What this task involves: Reproduce only this range: the line holding "I need the bounding" through the last line of the data below, both included, exactly, with no pictures.

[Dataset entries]
__________

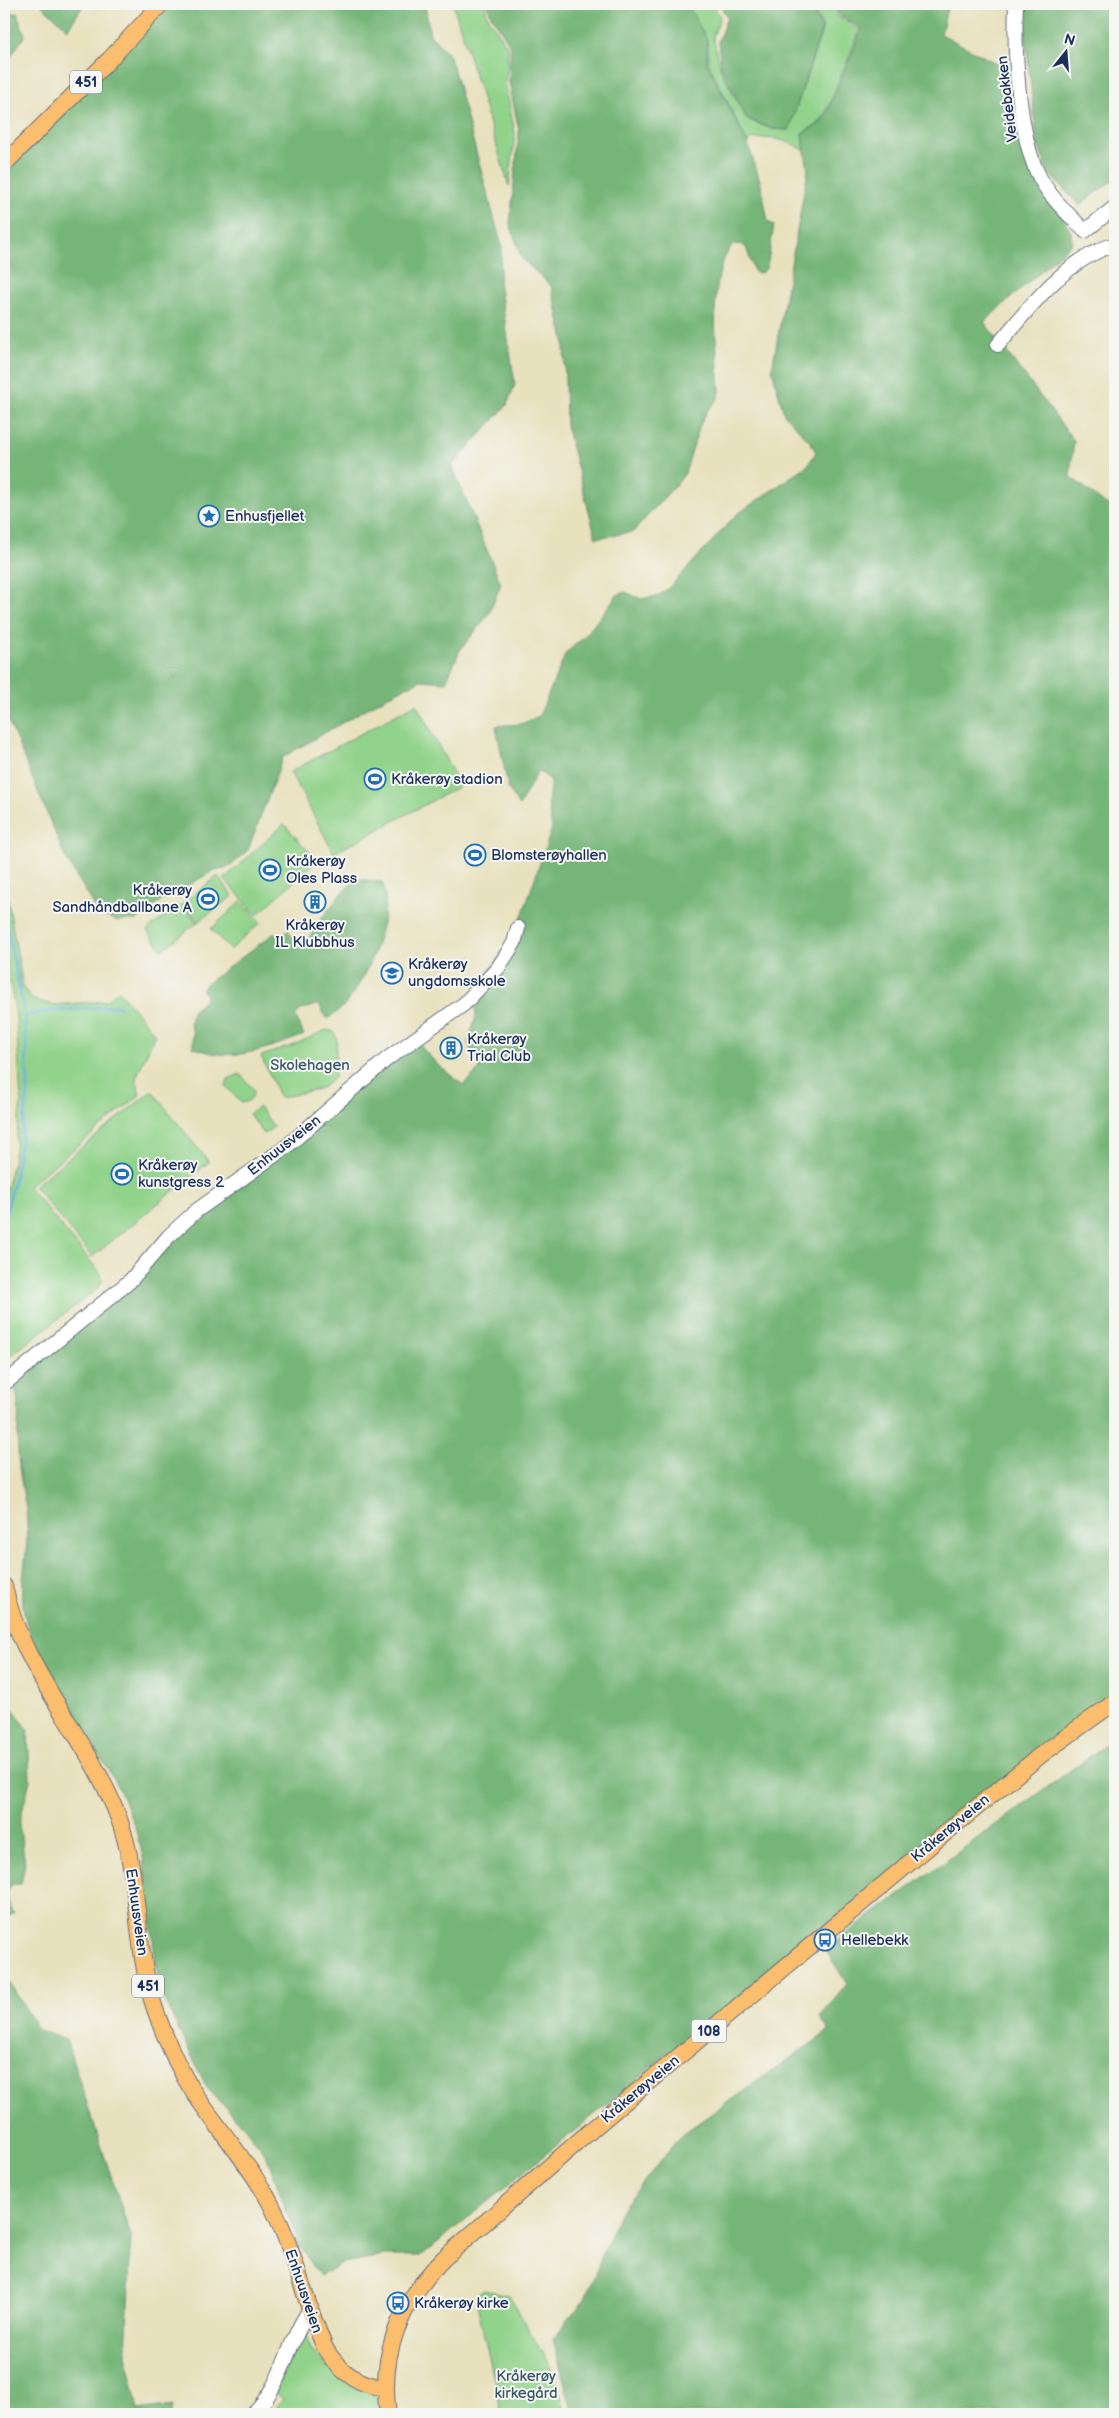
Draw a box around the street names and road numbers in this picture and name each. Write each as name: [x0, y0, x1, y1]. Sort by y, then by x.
street label: Veidebakken: [993, 55, 1022, 143]
road number: 451: [70, 70, 102, 94]
street label: Enhuusveien: [244, 1111, 325, 1180]
street label: Kråkerøyveien: [907, 1790, 993, 1867]
street label: Enhuusveien: [121, 1867, 152, 1957]
road number: 451: [132, 1974, 164, 1998]
road number: 108: [692, 2020, 726, 2042]
street label: Kråkerøyveien: [597, 2051, 683, 2128]
street label: Enhuusveien: [280, 2247, 327, 2336]

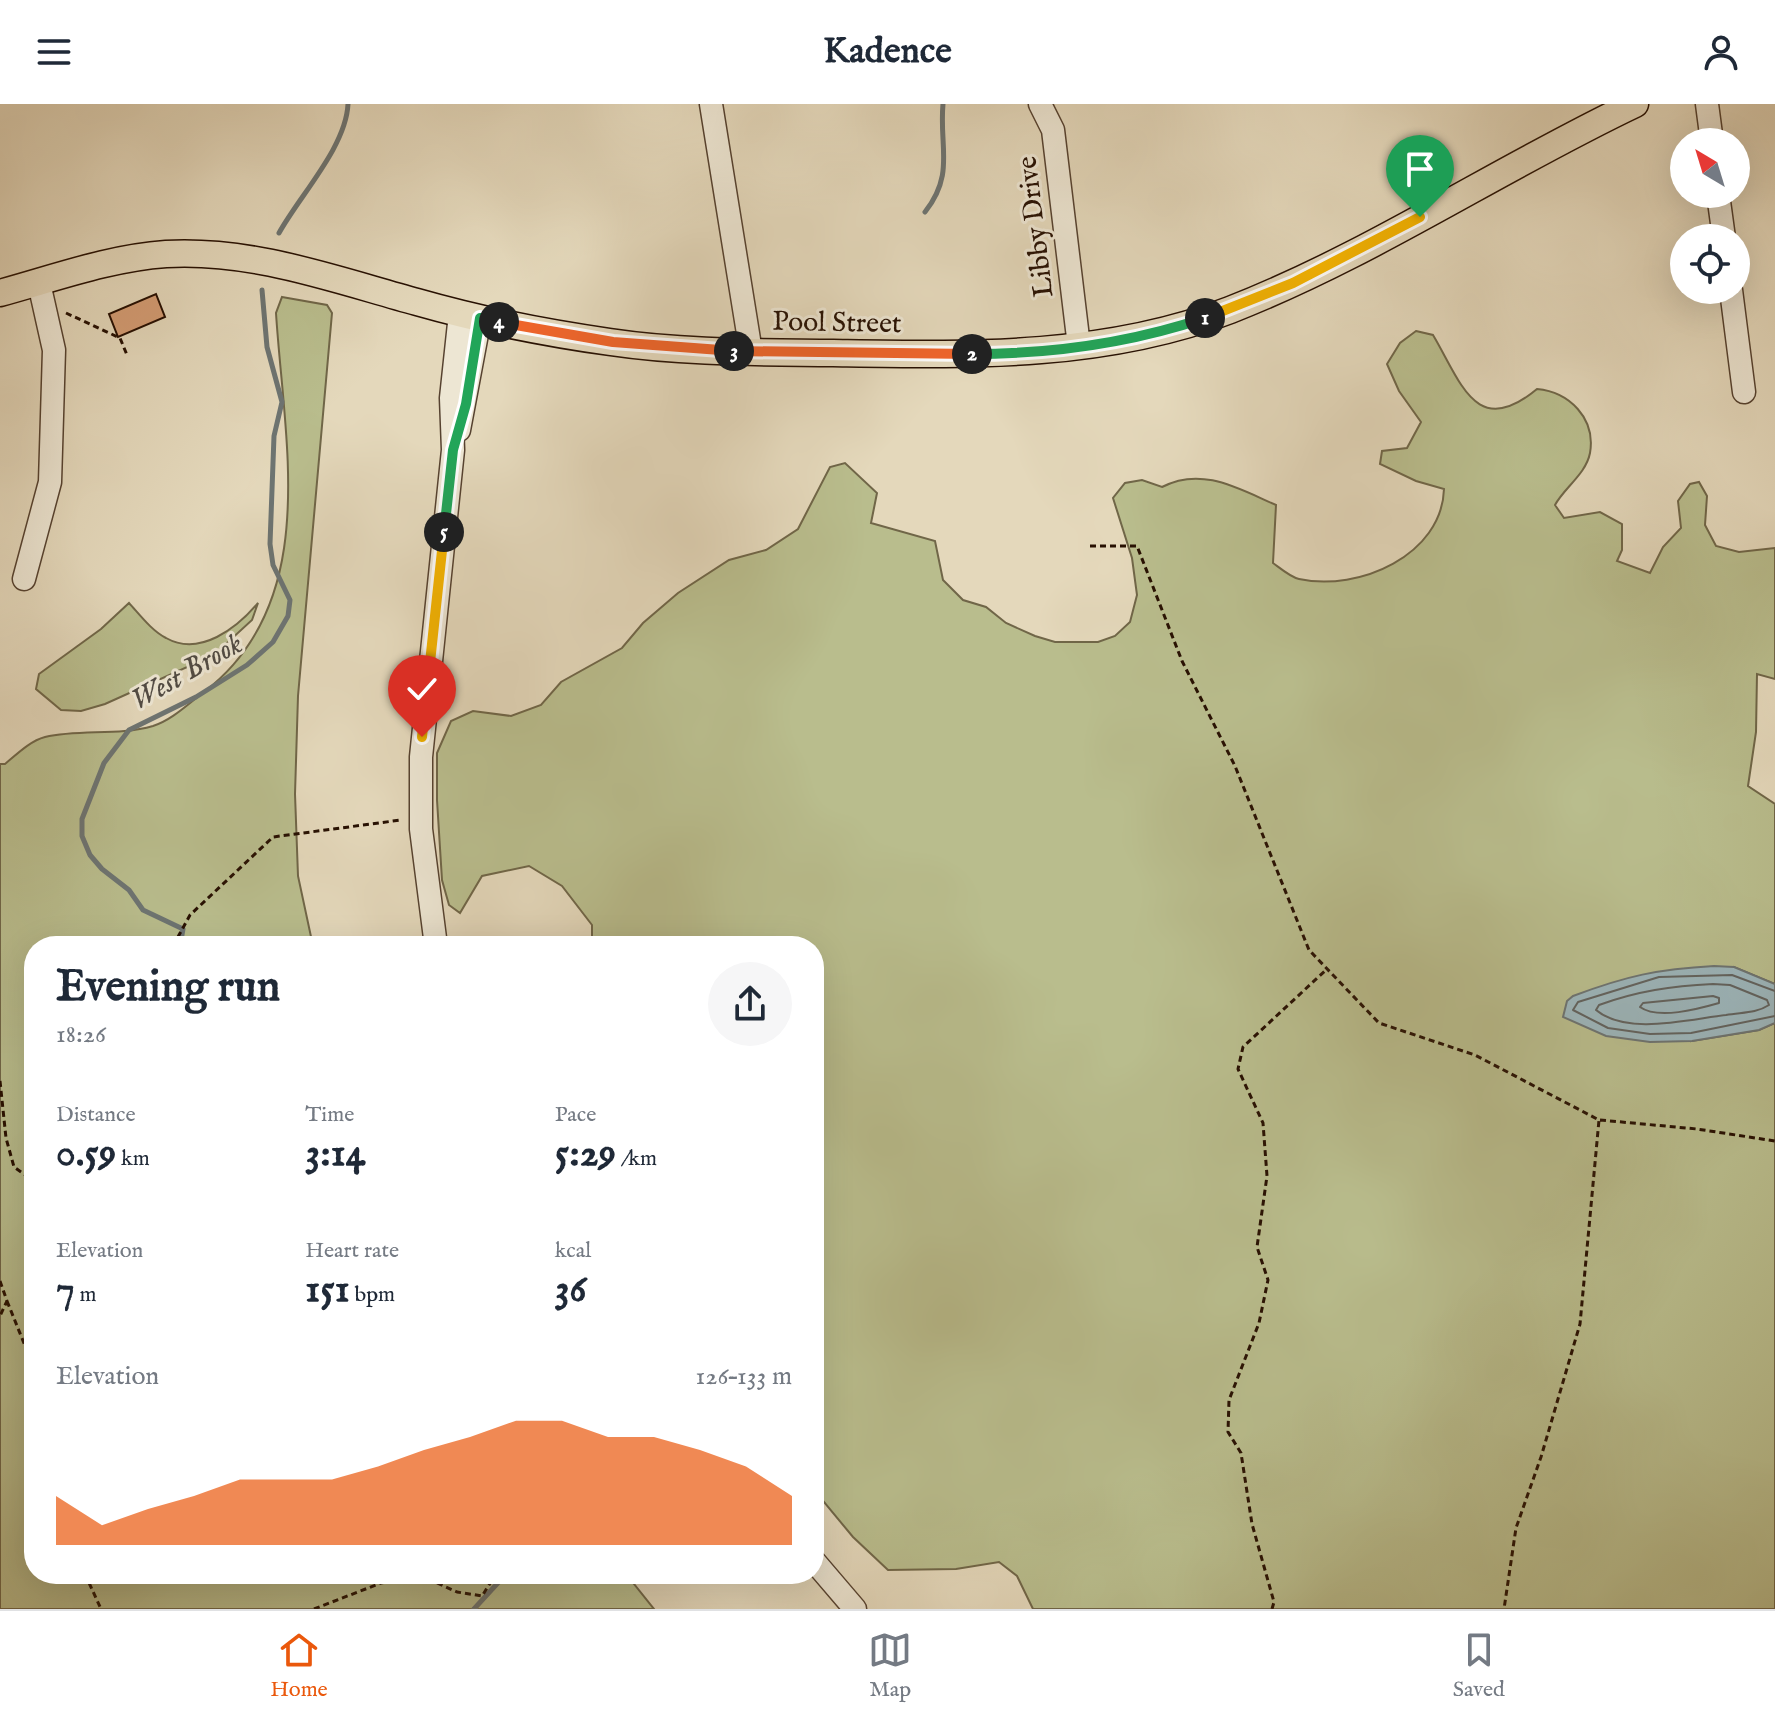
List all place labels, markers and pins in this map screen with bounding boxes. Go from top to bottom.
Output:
pin [1386,135,1454,217]
pin: 1 [1185,298,1225,338]
pin: 4 [479,302,519,342]
pin: 3 [714,331,754,371]
pin: 2 [952,334,992,374]
pin: 5 [424,512,464,552]
pin [388,655,456,737]

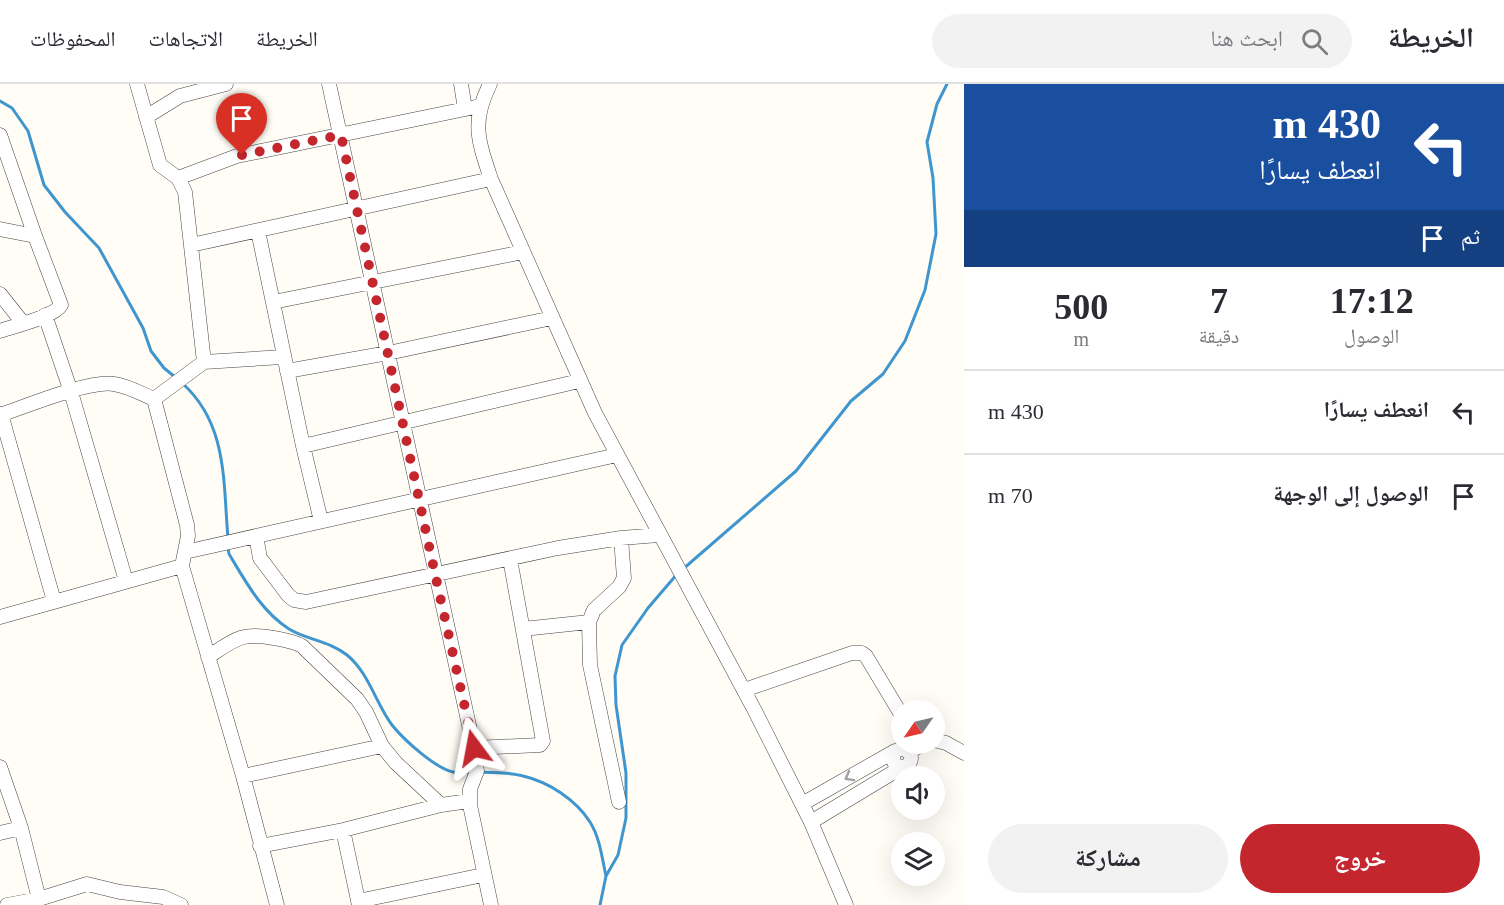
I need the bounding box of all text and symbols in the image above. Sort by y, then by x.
search box [932,14,1352,68]
text: الخريطة [1388,22,1474,53]
icon: search [1298,25,1331,58]
text: ابحث هنا [1211,26,1283,51]
text: المحفوظات [30,27,115,51]
text: الاتجاهات [148,27,223,51]
text: الخريطة [256,27,318,51]
pin [216,93,267,155]
text: 430 m [1273,101,1381,147]
icon: arrive [225,102,258,135]
icon: left [1402,108,1480,186]
text: انعطف يسارًا [1259,155,1381,185]
icon: arrive [1416,222,1449,255]
text: ثم [1461,224,1480,249]
text: 7 [1210,281,1228,321]
text: 17:12 [1330,281,1414,321]
text: 500 [1054,287,1108,327]
text: دقيقة [1199,325,1239,347]
text: الوصول [1344,325,1399,347]
text: m [1074,328,1089,350]
icon: left [1447,396,1480,429]
text: انعطف يسارًا [1324,397,1429,422]
text: 430 m [988,399,1044,424]
icon: arrive [1447,480,1480,513]
text: الوصول إلى الوجهة [1273,481,1429,506]
text: 70 m [988,483,1033,508]
north arrow [891,700,945,754]
map controls [891,700,945,886]
position arrow [442,716,506,780]
button: sound [891,766,945,820]
one-way arrow [845,770,855,782]
button: مشاركة [988,824,1228,893]
button: خروج [1240,824,1480,893]
button: layers [891,832,945,886]

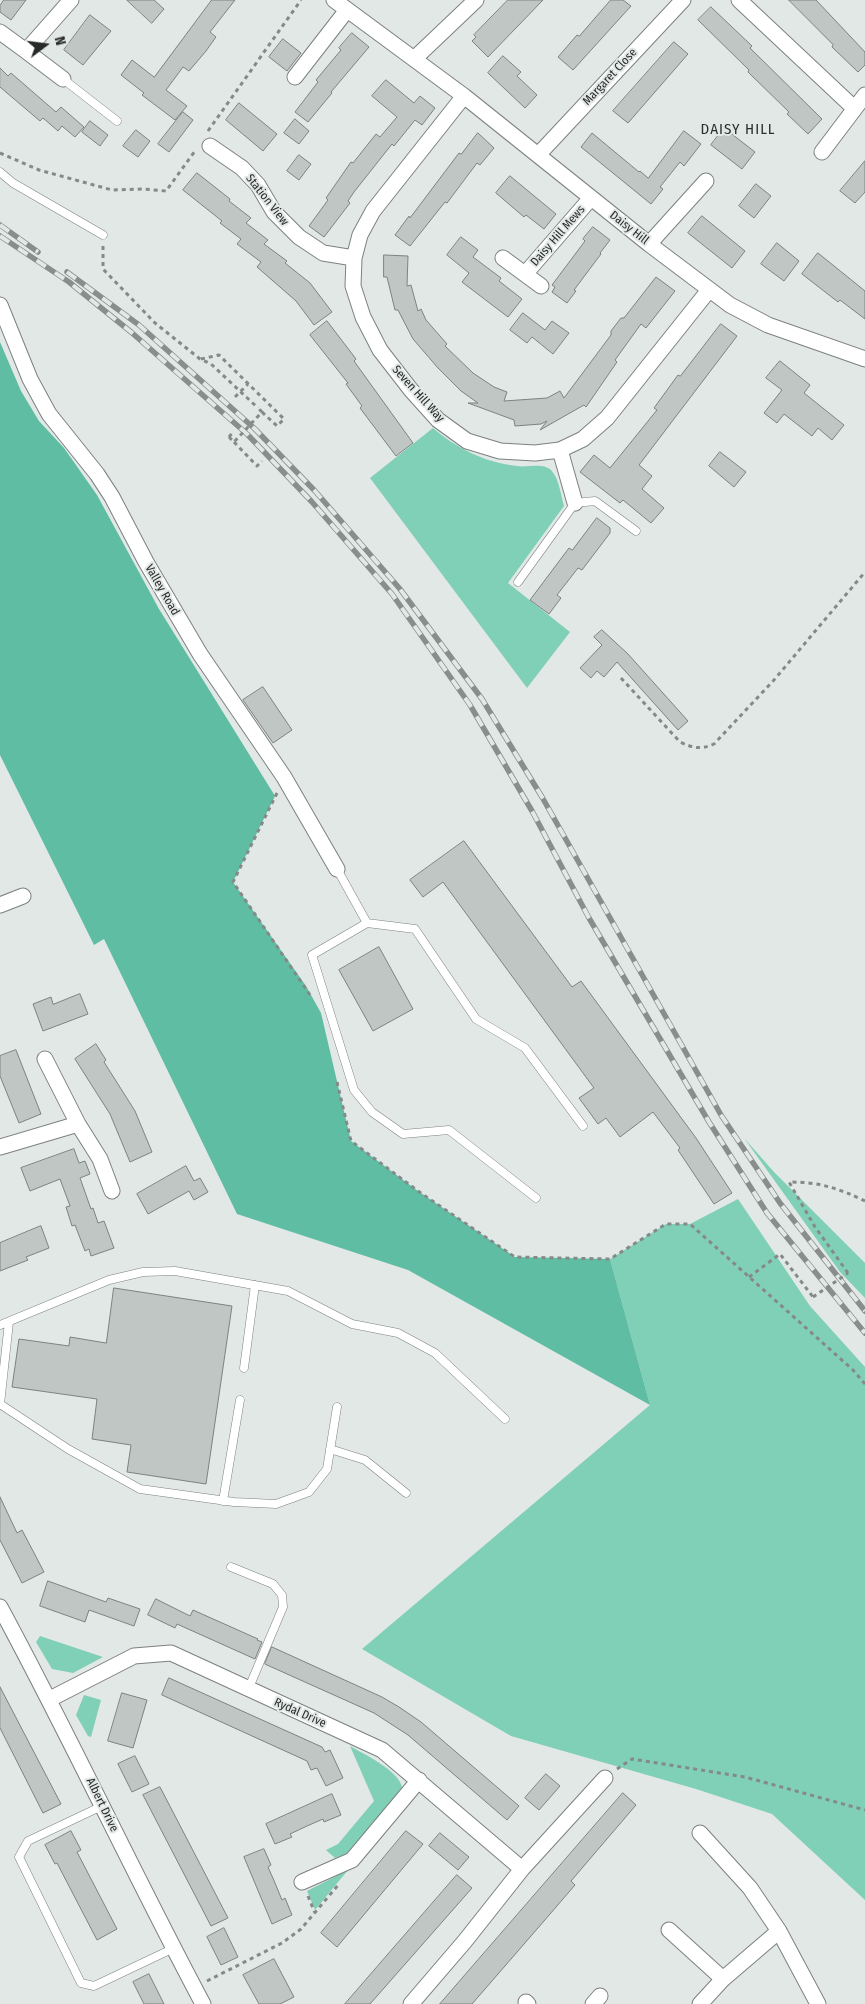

__________

Result for this exercise:
I need the bounding box of all text and symbols in the image above. Sort by y, then by x.
search box [932,14,1352,68]
text: الخريطة [1388,22,1474,53]
icon: search [1298,25,1331,58]
text: ابحث هنا [1211,26,1283,51]
text: المحفوظات [30,27,115,51]
text: الاتجاهات [148,27,223,51]
text: الخريطة [256,27,318,51]
pin [216,93,267,155]
text: 430 m [1273,101,1381,147]
icon: arrive [225,102,258,135]
icon: left [1402,108,1480,186]
text: انعطف يسارًا [1259,155,1381,185]
icon: arrive [1416,222,1449,255]
text: ثم [1461,224,1480,249]
text: 7 [1210,281,1228,321]
text: 17:12 [1330,281,1414,321]
text: 500 [1054,287,1108,327]
text: دقيقة [1199,325,1239,347]
text: الوصول [1344,325,1399,347]
text: m [1074,328,1089,350]
icon: left [1447,396,1480,429]
text: انعطف يسارًا [1324,397,1429,422]
text: 430 m [988,399,1044,424]
icon: arrive [1447,480,1480,513]
text: الوصول إلى الوجهة [1273,481,1429,506]
text: 70 m [988,483,1033,508]
north arrow [891,700,945,754]
map controls [891,700,945,886]
position arrow [442,716,506,780]
button: sound [891,766,945,820]
one-way arrow [845,770,855,782]
button: مشاركة [988,824,1228,893]
button: خروج [1240,824,1480,893]
button: layers [891,832,945,886]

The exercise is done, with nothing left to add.